If you’re one of the unlucky 100 percent, you can blame your parents, as it’s likely genetic. Fortunately, you don’t have to abandon ship. Motion sickness and the many factors that affect it can be largely controlled. Here’s how:
• Look up and out. At the most basic level, seasickness is a matter of sensory mismatch. When you're sitting on a boat that's rolling on the water, the body, inner ear and eyes all send different signals to the brain. Your brain gets confused and you get queasy. Stop tinkering with your computer and equipment and look out on the horizon, which usually appears very stable. Your peripheral vision will see the ocean swells that you feel. The whole picture will make more sense to your brain. Likewise brace yourself at the center of the boat where the rocking and rolling is less amplified.
• Tame your tummy. Have a Coke. It contains phosphoric acid and sugars, the same ingredients you'll find in Emetrol, an over-the-counter anti-nausea drug.
• Apply some pressure. For centuries, traditional Chinese medicine has included acupuncture or acupressure on the inside of the wrist, at a spot called P6, as a way to suppress the nausea associated with motion sickness. You can find simple pressure bands like Sea-Band and Acuband at your local drug store. More sophisticated, battery-operated bands like Reliefband, which delivers an electrical pulse instead of pressure, are out there as well.
• Pop a pill. Meds like Dramamine, Bonine and even antihistamines like Benadryl can help quell motion sickness by blocking sensory-nerve transmission, which is a fancy way of saying they interrupt the flow of information from various places like the middle ear (involved in balance) to the brain. They can cause drowsiness and fuzzy thinking, however, so definitely take them for a test drive before diving on them. All the pills are about the same in effectiveness and side effects. But if one of them—Dramamine, Bonine, Marazine, etc.—seems to work better for you than the others, stick with it. The placebo effect is very strong with seasickness. And start taking the medication early: Pills are better prevention than treatment. After you feel queasy, it may be too late for pills to help, so start 12 to 24 hours before going to sea.
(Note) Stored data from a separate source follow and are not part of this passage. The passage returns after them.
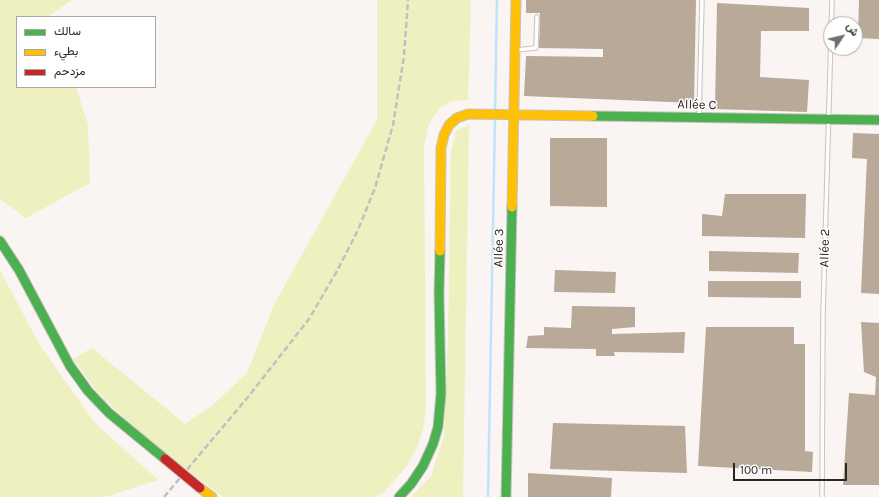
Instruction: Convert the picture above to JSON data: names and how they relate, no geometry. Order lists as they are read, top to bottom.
{
  "streets": {
    "street": ["Allée C", "Allée 3"],
    "lane": ["Allée 2"]
  },
  "crossings": [
    ["Allée C", "Allée 3"],
    ["Allée C", "Allée 2"]
  ],
  "legend": ["سالك", "بطيء", "مزدحم"],
  "scale_bar": "100 m",
  "north": "top right"
}
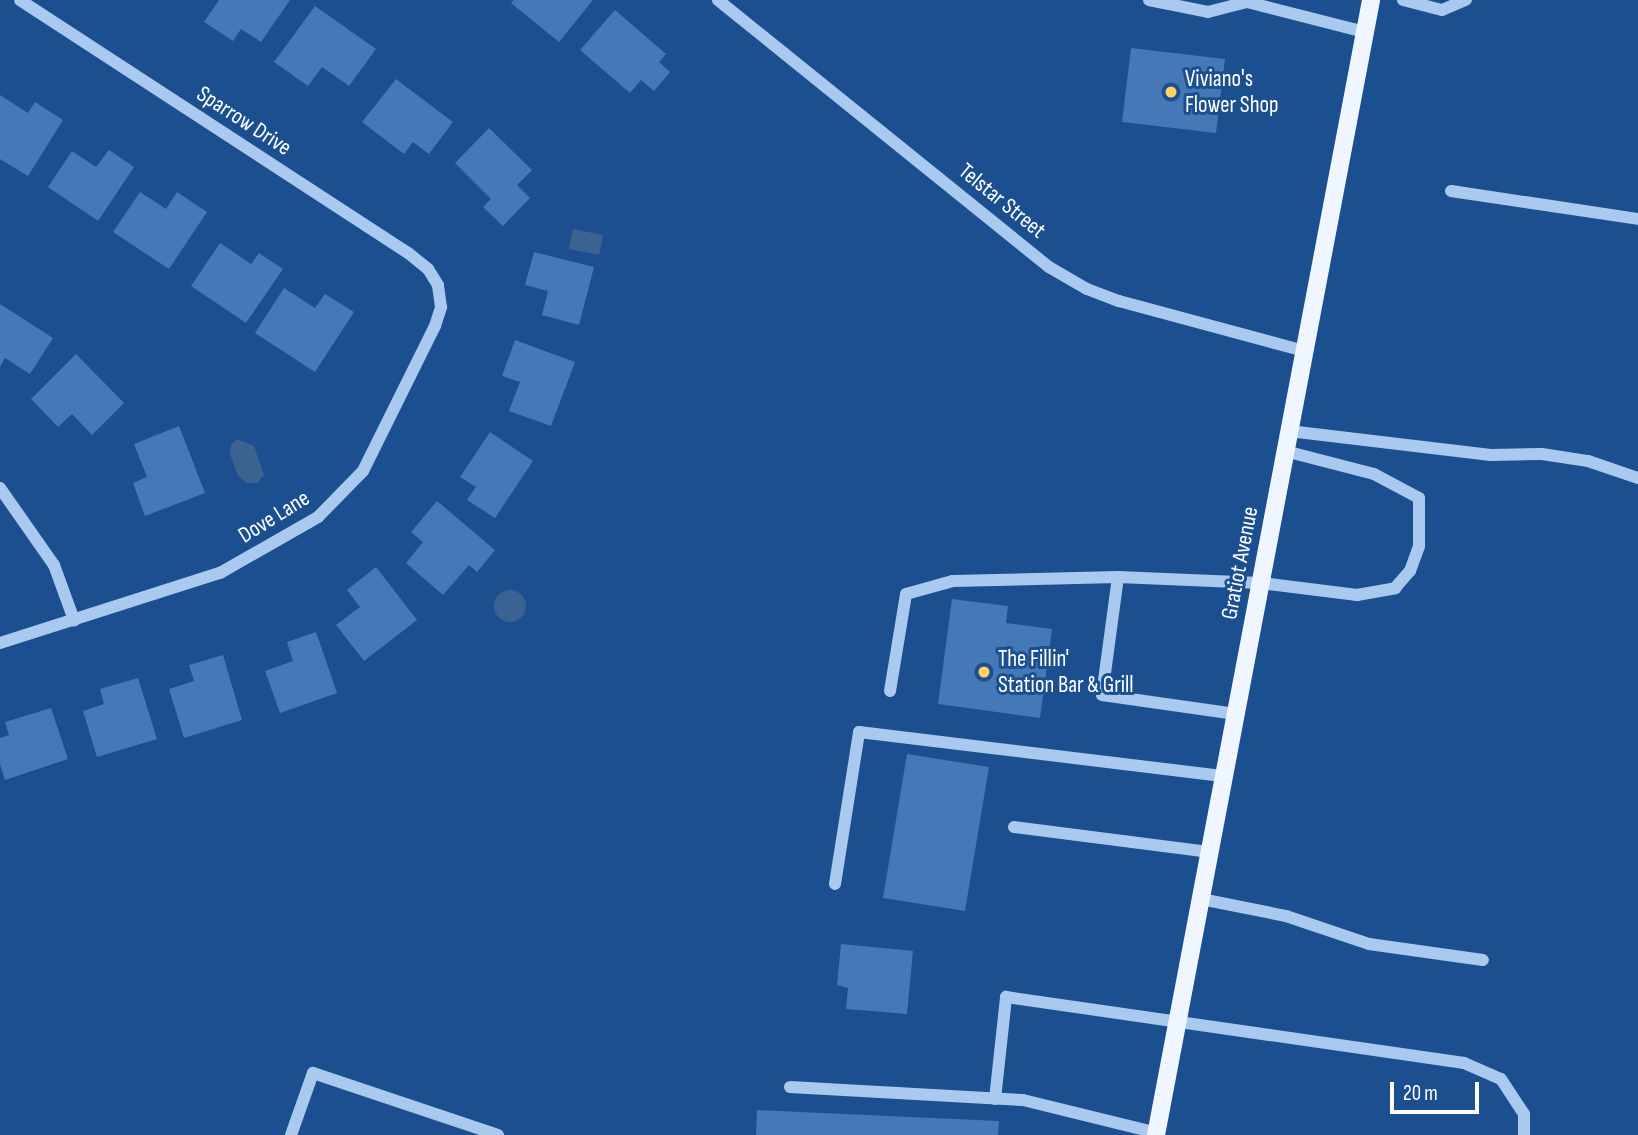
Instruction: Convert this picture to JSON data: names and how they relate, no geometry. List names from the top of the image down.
{
  "streets": {
    "main road": ["Gratiot Avenue"],
    "street": ["Sparrow Drive", "Telstar Street", "Dove Lane"]
  },
  "crossings": [
    ["Sparrow Drive", "Dove Lane"],
    ["Telstar Street", "Gratiot Avenue"]
  ],
  "places": ["Viviano's Flower Shop", "The Fillin' Station Bar & Grill"],
  "scale_bar": "20 m"
}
This builds up a level of the drug in your body.
• Try wearing an anti-nausea band. Some people like "Sea Bands." They are bracelets with dots that purportedly touch acupressure points on your wrist. They have never been proven effective, but some people swear by them.
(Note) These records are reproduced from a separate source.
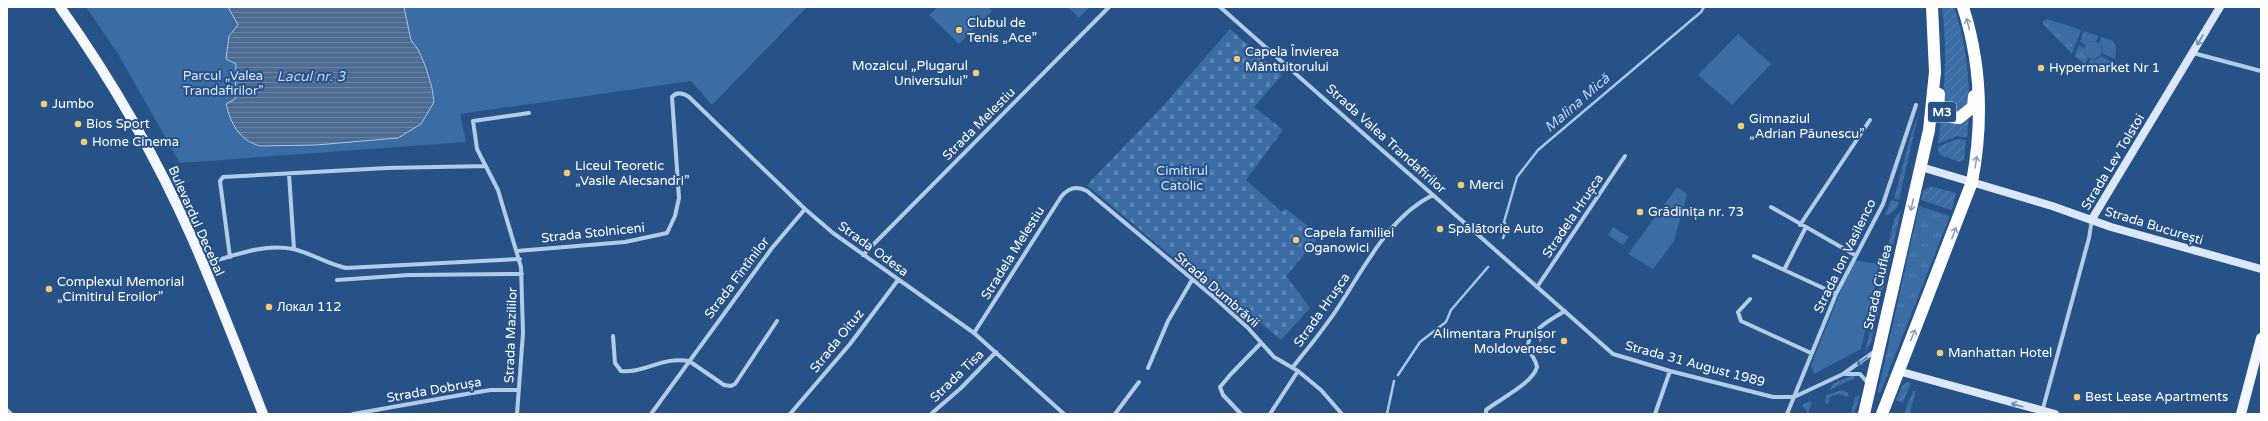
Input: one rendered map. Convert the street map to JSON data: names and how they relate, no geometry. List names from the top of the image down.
{
  "streets": {
    "highway": ["M3", "Strada Ciuflea"],
    "main road": ["Strada Lev Tolstoi", "Bulevardul Decebal", "Strada București"],
    "street": [
      "Strada Melestiu",
      "Strada Valea Trandafirilor",
      "Stradela Hrușca",
      "Strada Stolniceni",
      "Strada Odesa",
      "Stradela Melestiu",
      "Strada Ion Vasilenco",
      "Strada Fîntînilor",
      "Strada Dumbrăvii",
      "Strada Hrușca",
      "Strada Mazililor",
      "Strada Oituz",
      "Strada 31 August 1989",
      "Strada Tisa",
      "Strada Dobrușa"
    ]
  },
  "crossings": [
    ["M3", "Strada București"],
    ["M3", "Strada Ciuflea"],
    ["Strada Melestiu", "Strada Odesa"],
    ["Strada Valea Trandafirilor", "Stradela Hrușca"],
    ["Strada Valea Trandafirilor", "Strada Hrușca"],
    ["Strada Valea Trandafirilor", "Strada 31 August 1989"],
    ["Strada Lev Tolstoi", "Strada București"],
    ["Stradela Hrușca", "Strada 31 August 1989"],
    ["Strada București", "Strada Ciuflea"],
    ["Strada Stolniceni", "Strada Odesa"],
    ["Strada Stolniceni", "Strada Mazililor"],
    ["Strada Odesa", "Stradela Melestiu"],
    ["Strada Odesa", "Strada Fîntînilor"],
    ["Strada Odesa", "Strada Oituz"],
    ["Strada Odesa", "Strada Tisa"],
    ["Stradela Melestiu", "Strada Dumbrăvii"],
    ["Strada Ion Vasilenco", "Strada 31 August 1989"],
    ["Strada Ciuflea", "Strada 31 August 1989"],
    ["Strada Dumbrăvii", "Strada Hrușca"],
    ["Strada Mazililor", "Strada Dobrușa"]
  ],
  "water": ["Lacul nr. 3", "Malina Mică"],
  "parks": ["Parcul „Valea Trandafirilor”", "Cimitirul Catolic"],
  "places": [
    "Clubul de Tenis „Ace”",
    "Capela Învierea Mântuitorului",
    "Hypermarket Nr 1",
    "Mozaicul „Plugarul Universului”",
    "Jumbo",
    "Bios Sport",
    "Gimnaziul „Adrian Păunescu”",
    "Home Cinema",
    "Liceul Teoretic „Vasile Alecsandri”",
    "Merci",
    "Grădinița nr. 73",
    "Spălătorie Auto",
    "Capela familiei Oganowici",
    "Complexul Memorial „Cimitirul Eroilor”",
    "Локал 112",
    "Alimentara Prunișor Moldovenesc",
    "Manhattan Hotel",
    "Best Lease Apartments"
  ]
}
• Wear a patch. Scopolamine, a drug that reduces the activity of nerve fibers in your inner ear, is hands down the most successful commercial seasickness medication on the market. You get a steady dose by wearing a medicated patch like the Transderm Scop patch behind your ear. Just be mindful of following directions and watching for side effects like dry mouth and blurred vision.
• Don't try to read. Focusing your eyes on an apparently stationary target makes them even more convinced that your middle ears are wrong.
• Close your eyes. You may have to go below or find a place to stretch out and lie down, in which case you should close your eyes so they aren't giving a no-motion message to your brain.
• Be clean and sober. Even a mild hangover can easily degenerate into seasickness, besides increasing various diving risks. Likewise, fatigue predisposes you to seasickness.
• Eat something. Opinions vary on this one, but most people feel better with a little bland food on their stomachs. Bread, bagels, pancakes, etc. are better than eggs and bacon. Coffee and orange juice are acidic and may irritate your stomach. Eat a little, not a lot.
• Relax. Anxiety contributes to seasickness. Those who are frightened by the ocean and the movement of the boat, or anxious about the diving later in the day, are more likely to become seasick.
• Watch for symptoms. Early signs include chills, headache and frequent burping. Now is the time to go on deck, or move to the lee rail if you're already there.
• Plan ahead. All of these techniques work best if you apply them before you need them — to prevent getting motion sick in the first place. So take precautions early.
I'M SEASICK: NOW WHAT?
• If you feel the urge, let it rip. You'll feel better almost immediately. Prolonging the inevitable only prolongs the pain.
• Don't use a toilet. Or, God help us, a trash can. Go to the rail on the lee (downwind) side or use a bucket if one is designated. If you feel the urge coming, ask a crew member where to go. He or she will know the best place. Don't be embarrassed; you're not the first.
After a few hours, most people feel better. For some it takes a day or two. Almost everyone gets over seasickness within three days.
Selene Yeager is health and fitness expert and writes regularly about training, fitness, nutrition and health.